The picture of the United States that comes into view on one’s little television box (or more likely Himalayan size box) is the ugliest side of American life,, their side in my view, an America of moral superiority, imperial arrogance, that denigrates the weak and powerless, of petulant resentfulness and victimhood.
In Romney and Gingrich, their current front-runners, we get the priceless anatomical anomaly that is two humans without one single sincere bone between the pair of bodies. Two men with this degree of cynicism; opportunism, meretriciousness, pure calculation and moral hollowness at the same time makes one fearful a black hole of cynical density has been created that may suck all of us in and and crush us.
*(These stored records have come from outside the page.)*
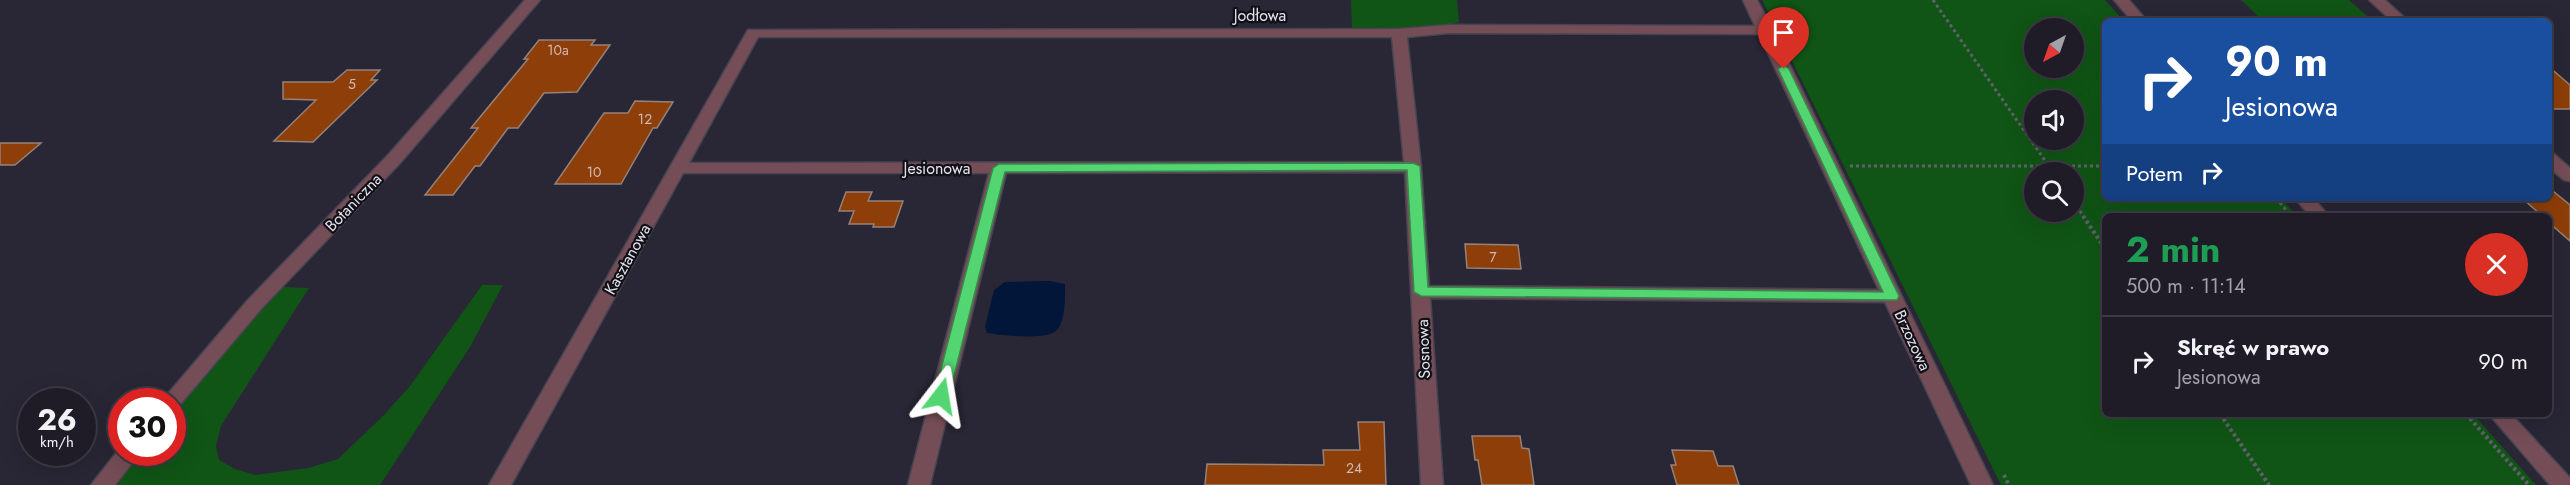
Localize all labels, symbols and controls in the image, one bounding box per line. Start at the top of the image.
street label: Jodłowa [1232,4,1286,27]
pin [1758,7,1809,69]
icon: arrive [1767,16,1800,49]
north arrow [2024,18,2084,78]
map controls [2024,18,2084,222]
text: 90 m [2225,31,2328,92]
house number: 10a [547,40,569,60]
icon: right [2126,42,2204,120]
house number: 5 [348,74,356,94]
text: Jesionowa [2225,87,2338,126]
button: sound [2024,90,2084,150]
house number: 12 [638,109,652,129]
icon: right [2195,156,2228,189]
street label: Jesionowa [902,157,970,180]
text: Potem [2126,157,2183,189]
house number: 10 [587,162,601,182]
button: search [2024,162,2084,222]
street label: Botaniczna [320,168,387,237]
street label: Kasztanowa [599,220,656,299]
text: 2 min [2126,223,2221,275]
button: close [2465,233,2528,296]
house number: 7 [1489,247,1497,267]
text: 500 m · 11:14 [2126,272,2246,301]
street label: Brzozowa [1888,306,1937,374]
street label: Sosnowa [1411,319,1436,379]
text: Skręć w prawo [2177,331,2329,363]
icon: right [2126,345,2159,378]
text: 90 m [2478,345,2528,377]
text: Jesionowa [2177,363,2261,392]
position arrow [909,364,973,428]
speed limit sign: 30 [108,388,186,466]
text: 26 [37,398,77,441]
text: km/h [40,431,74,453]
house number: 24 [1346,458,1362,478]

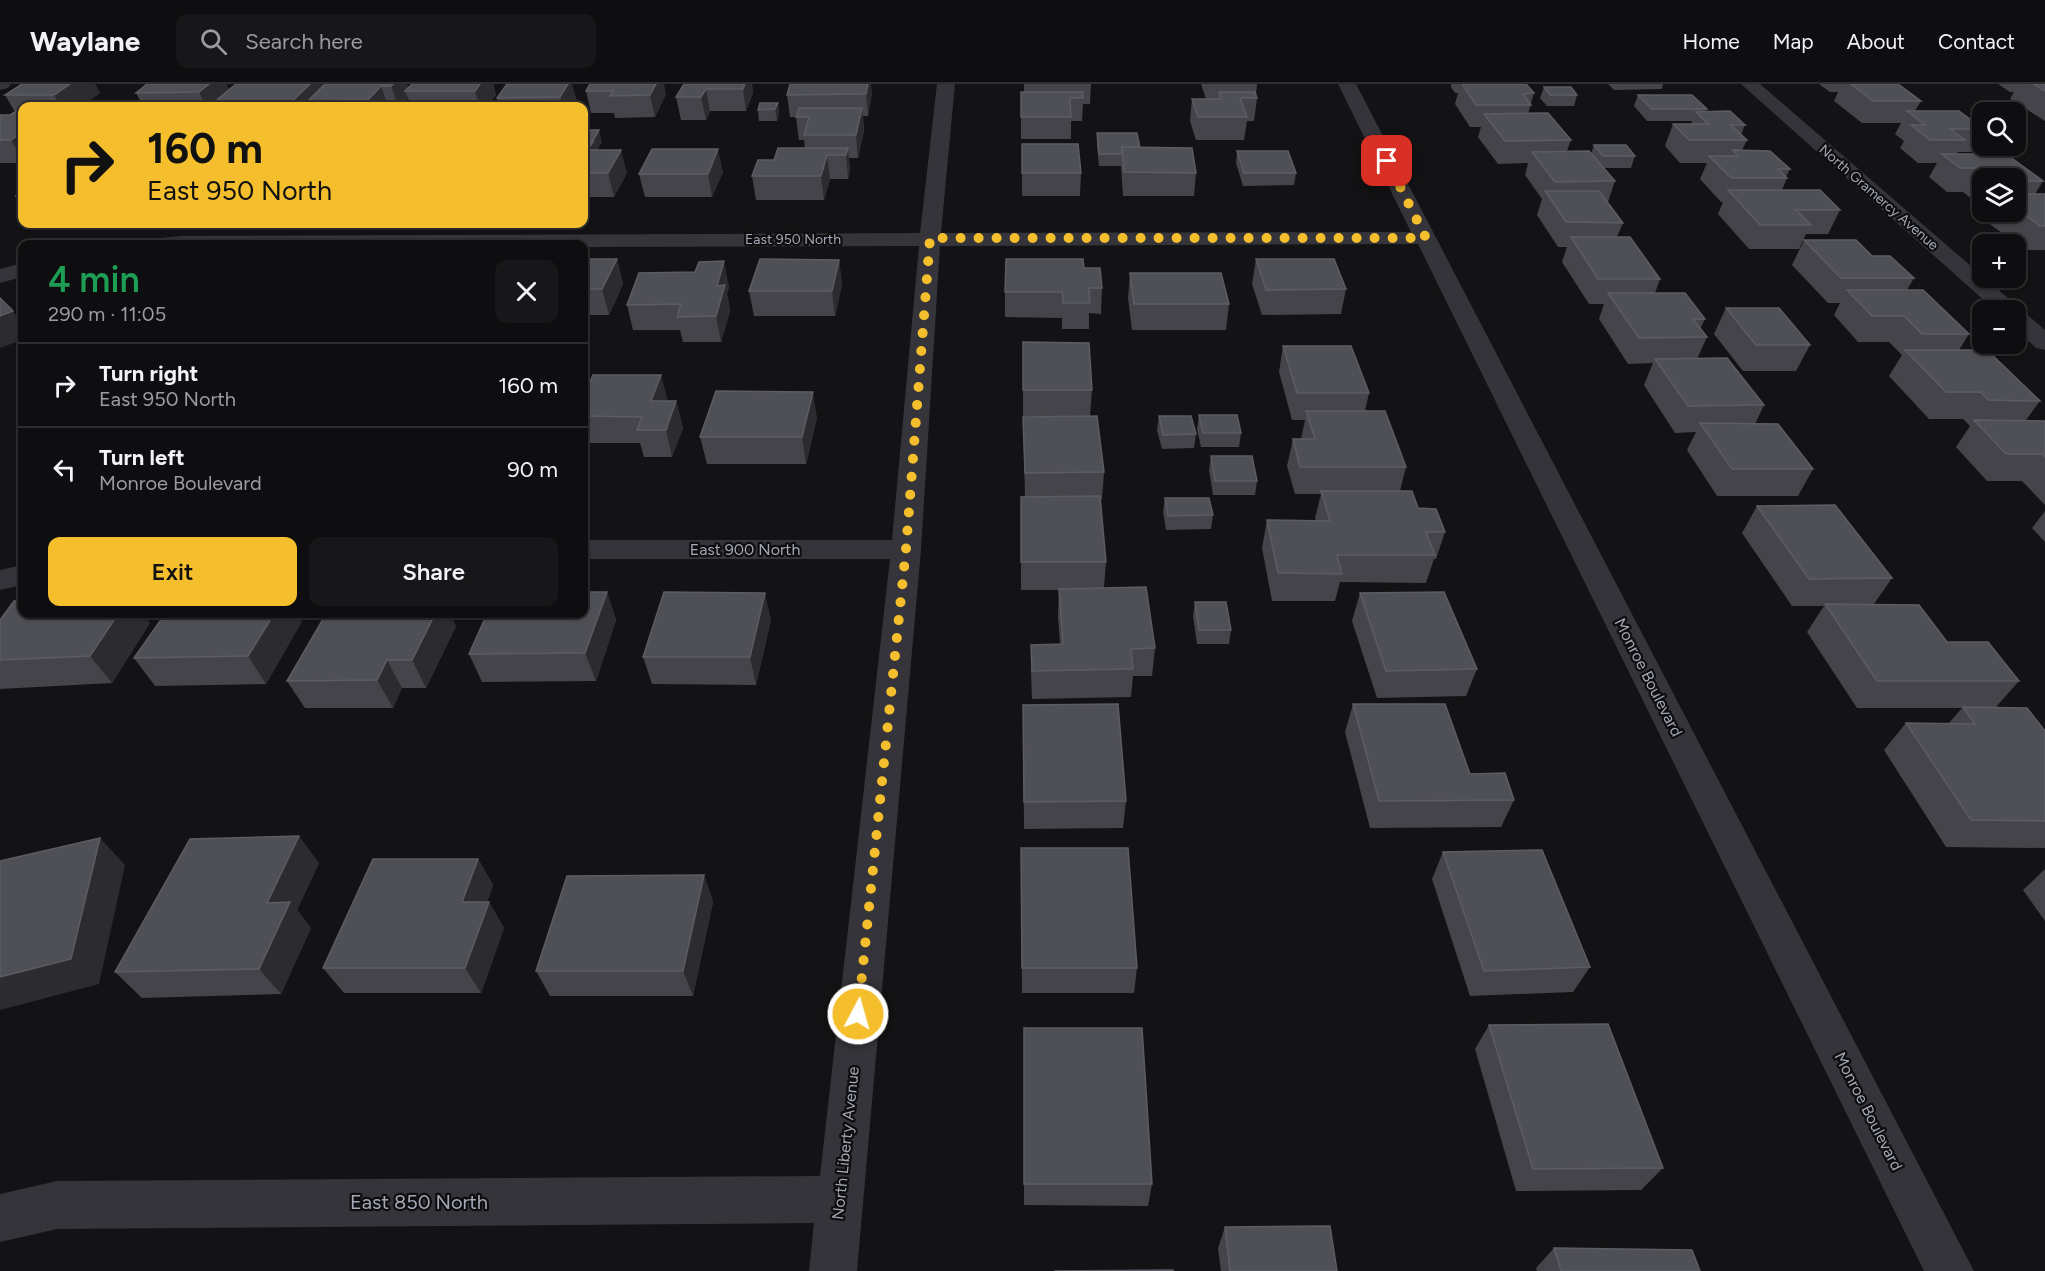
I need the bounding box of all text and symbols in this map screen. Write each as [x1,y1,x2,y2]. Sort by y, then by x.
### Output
search box [176,14,596,68]
text: Waylane [30,24,140,58]
icon: search [197,25,230,58]
text: Search here [245,28,363,55]
text: Home [1683,29,1740,54]
text: Map [1773,29,1814,54]
text: About [1847,29,1905,54]
text: Contact [1938,29,2015,54]
map controls [1972,102,2026,354]
button: search [1972,102,2026,156]
text: 160 m [147,123,263,174]
icon: right [48,126,126,204]
pin [1361,135,1412,186]
street label: North Gramercy Avenue [1816,141,1942,254]
icon: arrive [1370,144,1403,177]
button: layers [1972,168,2026,222]
text: East 950 North [147,174,332,207]
street label: East 950 North [745,231,841,248]
button: + [1972,234,2026,288]
text: 4 min [48,258,140,301]
button: close [495,260,558,323]
button: − [1972,300,2026,354]
text: 290 m · 11:05 [48,302,166,326]
text: Turn right [99,360,198,387]
icon: right [48,369,81,402]
text: 160 m [498,372,558,399]
text: East 950 North [99,387,236,411]
text: Turn left [99,444,185,471]
icon: left [48,453,81,486]
text: 90 m [507,456,558,483]
text: Monroe Boulevard [99,471,262,495]
button: Exit [48,537,297,606]
button: Share [309,537,558,606]
street label: East 900 North [690,540,800,559]
street label: Monroe Boulevard [1611,615,1687,740]
position arrow [826,982,890,1046]
street label: Monroe Boulevard [1831,1049,1907,1174]
street label: North Liberty Avenue [828,1065,863,1221]
street label: East 850 North [350,1190,488,1214]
The Republican Party really has become the home of insulting insincerity, what with its simultaneous public Puritanism and private swinging, Madison Ave. designed version of “patriotism,” its infomercial quality pitches of the founding fathers, avowals of tax cuts without deficit consequences. Give them credit: when it comes to what is awful about America they often seem to have it all.
Romney for all his political artificiality and brittle ineptness has become a brisk and effortless liar, falsely claiming the economy has lost jobs under President Obama for instance, or that only the private sector creates American employment. What he will pick and choose from the menu of his past all-encompassing alternating positions for the general election Machiavelli himself could not predict. He will elevate the place of phoniness in the American lexicon to a prominence J.D. Salinger could never even imagine.
Beside Mitt’s plastic grin of predatory capitalism stands Newt’s antediluvian prejudices and wild-eyed obscurantism, You have to like the Republicans chances this fall, you really do.
What the press dwells little upon, if at all, is the amount of poison injected into the body politic and the larger culture by Newt’s “cleverly” cynical resort to race-baiting and Nixonian sleaze. There is harm done to us all by the toxins demagogues and cynics launch into the air we breath. It may not be readily apparent or immediately apparent but it seeps into the national physiognomy and sets us all back. This is certain, widely acknowledged or not.
Newt’s ego prevents him from considering that being facile enough to have an answer for every question isn’t the same as having a credible answer, or an answer that does you more good than harm. Comparing your circumstances to Ronald Reagan’s hoping observers will fail to note all that is unequal between you and the Great Man, or that love of country excited you to infidelity is evidence of his galloping lack of self-awareness.
The good news is that even the GOP establishment, not a moderate and ideologically temperate bunch itself, though one that cherishes power to the point of fetish knows, is that Gingrich’s ravings about Saul Alinsky and Kenyan anti-colonialism are augurs of electoral college apocalypse for the Republican Party,
Perhaps the legacy of Nixon is sufficient for them to recognize a bottomless darkness in Newt Gingrich that scares even them. One can reasonably expect The Newt’s kneecaps to undergo complete remodeling in the near future by some combat brigade of the Rove wing. In the meantime the rest of us will have the choice of tuning out the political world or swallowing mouthfuls of bitter grit and grime.